Bernd Rimmele, der „‘s Sporträdle“ in Immenstaad betreibt, bittet um einen zweiten Anruf nach 18 Uhr. „Da habe ich geschlossen“, erklärt er und ergänzt schnell: „Ich gehe natürlich ran und dann können wir in Ruhe reden.“ Um 18.20 Uhr ist es dann so weit: Er hat eben seine letzte Kundin des Tages verabschiedet und hat Zeit, Fragen zu beantworten.
Leichte Kinderräder sehr beliebt
Auf die Frage, ob die Corona-Krise die Nachfrage nach Fahrrädern beeinflusst habe, muss er beinahe lachen: „Das ist hier aktuell normal, dass die Arbeit erst nach den offiziellen Öffnungszeiten endet.“ Die Nachfrage nach Fahrrädern sei merklich gestiegen. Dabei seien die ganz normalen Standardräder wenig attraktiv für die Kunden. Großer Beliebtheit erfreuten sich vor allem leichte Kinderräder.

„Das hat sich verändert: Die klassischen Kinderräder werden kaum gekauft. Die Eltern möchten inzwischen etwas möglichst Leichtes für ihre Kinder. Dabei ist der Preis fast egal.“
Mit S-Pedelecs legen manche in kurzer Zeit mehrere Tausend Kilometer zurück
Ein weiterer Renner, und das im doppelten Sinne, seien die sogenannten S-Pedelecs, die schnelle Variante der Pedelecs (Akronym für Pedal Electric Cycle, also Fahrräder, bei denen der Schwung durch den Tritt in die Pedale über einen Elektroantrieb zusätzlich unterstützt wird). „Ich habe einige davon im April verkauft und jetzt zum Service mit 2000 Kilometern wiedergesehen“, schildert Rimmele und ergänzt dann schnell: „Und das war nicht etwa die Ausnahme, sondern die Regel.“
Manche Käufer hätten auch durchaus weitere Strecken zurückgelegt. Erst heute habe er eines der Zweiräder inspiziert, das seit April bereits 8000 Kilometer weit gefahren worden sei. „Die Räder kommen teilweise so zum Einsatz wie bisher ein Motorrad“, schildert Rimmele. Die schnellsten Varianten würden gesondert geprüft und erhielten eine Straßenzulassung samt Nummernschild.
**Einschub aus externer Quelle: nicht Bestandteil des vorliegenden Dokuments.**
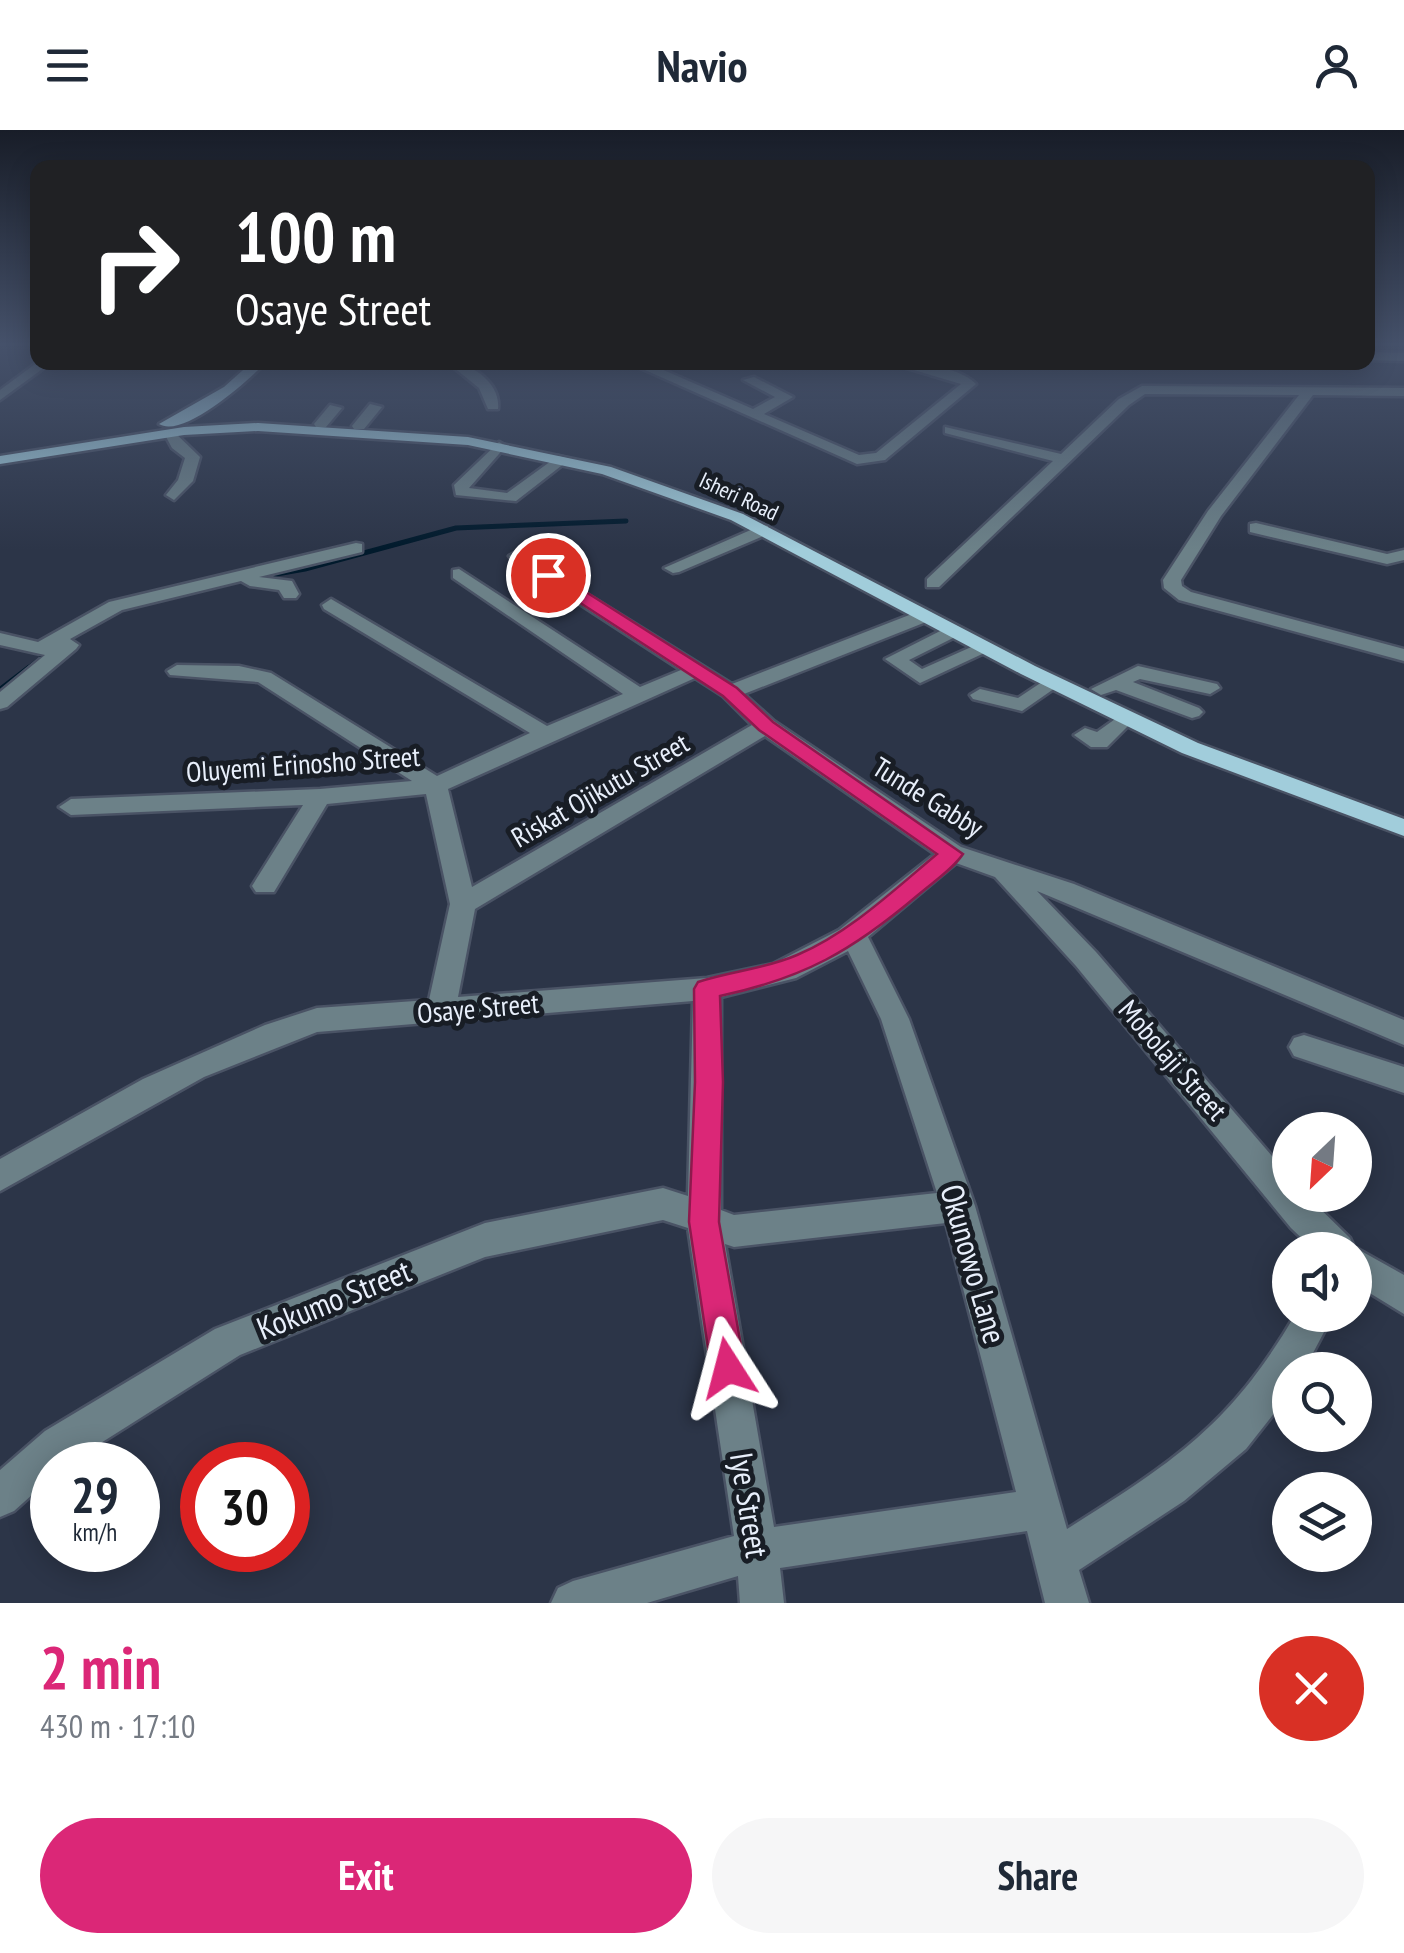 <!DOCTYPE html>
<meta charset="utf-8">
<style>
:root{--surface:#fff;--page:#f6f6f7;--text:#1f2937;--muted:#747a83;--accent:#db2777}
body{margin:0;font-family:"PT Sans Narrow",sans-serif;background:var(--page);color:var(--text);height:100vh;display:flex;flex-direction:column;font-size:38px;white-space:nowrap}
*{box-sizing:border-box;margin:0}
p{font-size:32px;color:var(--muted)}
.icon{flex:none;width:55px;height:55px;fill:none;stroke:currentColor;stroke-width:2;stroke-linecap:round;stroke-linejoin:round}
.map{position:relative;height:1473px;overflow:hidden}
.sheet{display:flex;flex-direction:column;background:var(--surface);flex:1}
.sheet>*{flex:none}
.hud{position:absolute;left:30px;top:30px;width:1345px;height:210px;border-radius:20px;box-shadow:0 5px 25px #0003;background:#202124;color:#fff;overflow:hidden}
.needle{width:65px;rotate:205deg}
.tools{position:absolute;left:1272px;top:982px;display:grid;gap:20px}
.tools a{display:grid;place-items:center;width:100px;height:100px;border-radius:50%;background:var(--surface);box-shadow:0 5px 25px #0003;font-size:50px}
.speed{position:absolute;left:30px;top:1312px;display:flex;gap:20px;font-size:50px;font-weight:700;text-align:center}
.speed>*{display:grid;place-content:center;width:130px;height:130px;border-radius:50%;background:var(--surface);box-shadow:0 5px 25px #0003;line-height:1}
.speed small{font-size:25px;font-weight:400}
.speed .limit{border:15px solid #d22;background:#fff;color:#111}
.pin{position:absolute;display:grid;place-items:center;width:85px;height:85px;color:#fff;margin:-42px;border:5px solid #fff;border-radius:50%;box-shadow:0 2px 10px #0007}
.me{position:absolute;width:110px;margin:-55px;rotate:351deg;stroke-linejoin:round;filter:drop-shadow(0 0 8px #0008)}
.turn{display:flex;align-items:center;gap:35px;height:210px;padding:0 40px;font-size:45px}
.turn .icon{width:130px;height:130px;stroke-width:2.5}
.turn b{display:block;font-size:70px;line-height:85px}
.round{display:grid;place-items:center;flex:none;width:105px;height:105px;border-radius:52px;background:var(--page)}
.head{display:flex;align-items:center;justify-content:space-between;height:170px;padding:0 40px}
h1{font-size:60px;font-weight:600;line-height:75px;color:var(--accent)}
.button{display:flex;gap:20px;margin-top:auto;padding:20px 40px}
.button a{flex:1;height:115px;border-radius:60px;background:var(--accent);color:#fff;font-size:40px;font-weight:600;line-height:115px;text-align:center}
.button a+a{background:var(--page);color:var(--text)}
header{display:flex;justify-content:space-between;align-items:center;height:130px;padding:0 40px;background:var(--surface);font-size:45px;font-weight:600}
.map>svg:first-child{display:block}
</style>
<header><svg class="icon" aria-label="menu" viewBox="0 0 24 24"><path d="M4 6h16M4 12h16M4 18h16"/></svg>Navio<svg class="icon" aria-label="person" viewBox="0 0 24 24"><circle cx="12" cy="8" r="4"/><path d="M4 21q1-7 8-7t8 7"/></svg></header>
<div class="map">
<svg width="1404" height="1473" viewBox="0 0 1404 1473">
<rect width="100%" height="100%" fill="#2c3548"/>
<g fill="none" stroke-linecap="round" stroke-linejoin="round">
<path stroke="#011a2c" stroke-width="5" d="M254 448 305 439 456 398 626 391
M26 540 52 520"/>
<path stroke="#011a2c" stroke-width="6" d="M0 560 29 538"/>
<g stroke="#4a5365" stroke-width="5">
<path id="minor" d="M1368 222 1404 223V231L1368 230Z
M38 232H52L0 270V260Z
M447 232C471 232 501 253 498 279H488L479 258Z
M627 232H645L753 279 775 267 743 250 754 247 793 267 764 284 859 325 876 323 961 254 887 232C913 232 957 235 976 254L885 330 857 334Z
M1142 256 1404 258V266L1313 265 1221 386 1181 450 1182 456 1191 462 1404 519V531L1179 470 1164 458 1163 450 1208 381 1299 265 1145 264 1129 275 939 457H927V449L1053 331 945 303V297L1061 324 1119 269Z
M370 274 382 277 364 299H354L352 296Z
M330 275 342 278 326 297H316L314 294Z
M171 299 200 327 193 351 174 370 166 365 178 350 185 328 172 318 164 303Z
M499 312 506 316 469 358 507 363 558 326 570 329 516 371 456 365 454 355Z
M1256 393 1387 424 1404 420V430L1387 434 1250 402V394Z
M762 395 768 396V404L679 442 673 443 664 438Z
M356 413 362 414V422L259 447 292 451 299 464 296 468H284L279 460 250 456 241 451 122 480 70 509 79 515 76 519 7 577 0 579V562L45 525 0 515V503L38 512 109 472Z
M518 421 732 554 917 482H931V490L744 564 774 591 961 717 1074 754 1404 890V915L1037 761 1096 822 1290 1047V1065H1306L1350 1108 1354 1117 1404 1145V1184L1355 1154V1120H1314L1291 1098 1076 836 995 747 956 733 868 807 909 889 975 1076 1067 1399C1173 1332 1230 1296 1295 1185H1333L1304 1240H1290V1263L1246 1319 1184 1371 1079 1440 1089 1473H1045L1027 1401 780 1438 784 1473H740L738 1446 647 1473H551L558 1458 573 1451 734 1406 688 1098 663 1090 485 1127 240 1225 66 1335H52V1347L14 1381 0 1387V1340L45 1301 215 1199 485 1093 663 1058 688 1066 693 871 317 902 204 947 0 1061V1029L143 949 265 895 317 878 429 870 450 774 426 664 327 674 274 762H256L252 756 303 675 71 685 59 677 71 669 320 659 412 651 258 552 170 545 167 541 177 535 239 536 271 543 437 646 530 603 324 479 322 475 331 469 547 596 623 564 453 448V440L459 439 640 557 681 540 512 430 509 426ZM695 548 723 566 752 595 472 757 448 659ZM765 606 935 724 839 800 773 834 707 848 458 867 475 779ZM848 821 881 889 937 1063 734 1085 721 1080V867L796 848ZM946 1093 1016 1362 774 1397 725 1114 734 1117Z
M952 495 959 497V505L909 530 922 539 978 514H992L995 518 920 553 885 529Z
M1138 536 1217 554 1220 558 1210 564 1140 549 1133 552 1199 578 1203 582 1199 586 1192 588 1116 560 1101 565 1091 559Z
M1051 546 1058 548V556L1022 581 973 569 970 565 980 559 1018 568Z
M1125 582 1136 588 1107 617H1091L1074 605 1085 598 1097 602Z
M1304 905 1404 937V963L1294 926 1289 917 1294 908Z"/>
</g>
<g stroke="#4a5365" stroke-width="5">
<path id="major" d="M252 232H266C248 251 183 309 159 294L224 257Z
M258 293 468 307 611 337 743 384 1035 536 1198 613 1404 689V706L1182 623 1021 544 731 390 602 344 468 315 258 301 184 305 0 334V326L184 297Z"/>
</g>
<use href="#minor" fill="#6c8188" fill-rule="evenodd"/>
<use href="#major" fill="#a1cddb" fill-rule="evenodd"/>
</g>
<linearGradient id="sky" x2="0" y2="1"><stop stop-color="#181d28"/><stop offset="0.51" stop-color="#45516a"/><stop offset="1" stop-color="#45516a" stop-opacity="0"/></linearGradient>
<rect width="1404" height="420" fill="url(#sky)"/>
<path fill="#db2777" stroke="#8e194d" stroke-width="2.5" d="M542 441H553L737 558 773 592 963 724C952 740 933 752 918 765 852 821 804 848 720 866L723 952 719 1092 745 1238 740 1250 728 1255 716 1250 711 1238 689 1092 695 952 694 859 698 852C731 841 765 839 797 825 849 803 894 760 937 724L759 600 723 566 542 448Z"/>
<g text-anchor="middle" stroke-width="10" stroke-linejoin="round" paint-order="stroke">
<g font-size="22" fill="#e8effb" stroke="#181d25">
<text transform="translate(739 366) rotate(25)" y="8">Isheri Road</text>
</g>
<g font-size="28" fill="#e8effb" stroke="#181d25">
<text transform="translate(303 634) rotate(-4)" y="10">Oluyemi Erinosho Street</text>
<text transform="translate(600 660) rotate(-30)" y="10">Riskat Ojikutu Street</text>
<text transform="translate(928 667) rotate(32)" y="10">Tunde Gabby</text>
<text transform="translate(478 878) rotate(-5)" y="10">Osaye Street</text>
<text transform="translate(1173 930) rotate(49)" y="10">Mobolaji Street</text>
</g>
<g font-size="32" fill="#e8effb" stroke="#181d25">
<text transform="translate(973 1134) rotate(74)" y="11">Okunowo Lane</text>
<text transform="translate(334 1170) rotate(-22)" y="11">Kokumo Street</text>
<text transform="translate(749 1375) rotate(81)" y="11">Iye Street</text>
</g>
</g>
</svg>
<div class="tools">
<a><svg class="needle" viewBox="-14 -14 28 28"><path d="M0-13l5 13h-10z" fill="#e53935"/><path d="M0 13l5-13h-10z" fill="#747a83"/></svg></a>
<a><svg class="icon" aria-label="sound" viewBox="0 0 24 24"><path d="M4 9h4l5-4v14l-5-4H4zM17 9q2 3 0 6"/></svg></a>
<a><svg class="icon" aria-label="search" viewBox="0 0 24 24"><circle cx="10" cy="10" r="6"/><path d="M15 15l6 6"/></svg></a>
<a><svg class="icon" aria-label="layers" viewBox="0 0 24 24"><path d="M12 4l9 5-9 5-9-5zM3 14l9 5 9-5"/></svg></a>
</div>
<div class="speed"><div>29<small>km/h</small></div><div class="limit">30</div></div>
<div class="pin" style="left:548px;top:445px;background:#d93025"><svg class="icon" aria-label="arrive" viewBox="0 0 24 24"><path d="M6 21V4h12l-3 4 3 4H6"/></svg></div>
<svg class="me" style="left:728px;top:1238px" viewBox="-20 -20 40 40"><path d="M0-17L14 15 0 8-14 15z" fill="#db2777" stroke="#fff" stroke-width="4"/></svg>
<div class="hud">
<div class="turn"><svg class="icon" aria-label="right" viewBox="0 0 24 24"><path d="M7 20v-9h11M14 6l5 5-5 5"/></svg><div><b>100 m</b>Osaye Street</div></div>
</div>
</div>
<section class="sheet">
<div class="head"><div><h1>2 min</h1><p>430 m · 17:10</p></div><a class="round" style="background:#d93025;color:#fff"><svg class="icon" aria-label="close" viewBox="0 0 24 24"><path d="M6 6l12 12M18 6L6 18"/></svg></a></div>
<div class="button"><a>Exit</a><a>Share</a></div>
</section>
In den vergangenen Wochen seien aber auch viele Kunden in seine Werkstatt gekommen, die sich entschieden hätten, ihr altes Fahrrad aus dem Keller zu holen. Sobald der Kostenvoranschlag, um es wieder fahrtauglich zu machen, die 300-Euro-Marke überschritt, hätten die meisten sich allerdings direkt dazu entschieden, doch ein neues Fahrrad zu kaufen.
Längere Wartezeiten wegen hoher Nachfrage
Aufgrund der hohen Nachfrage müssten Kunden nun teilweise mehrere Wochen auf einen Termin warten, vor der Corona-Zeit habe die Wartezeit maximal eine Woche betragen.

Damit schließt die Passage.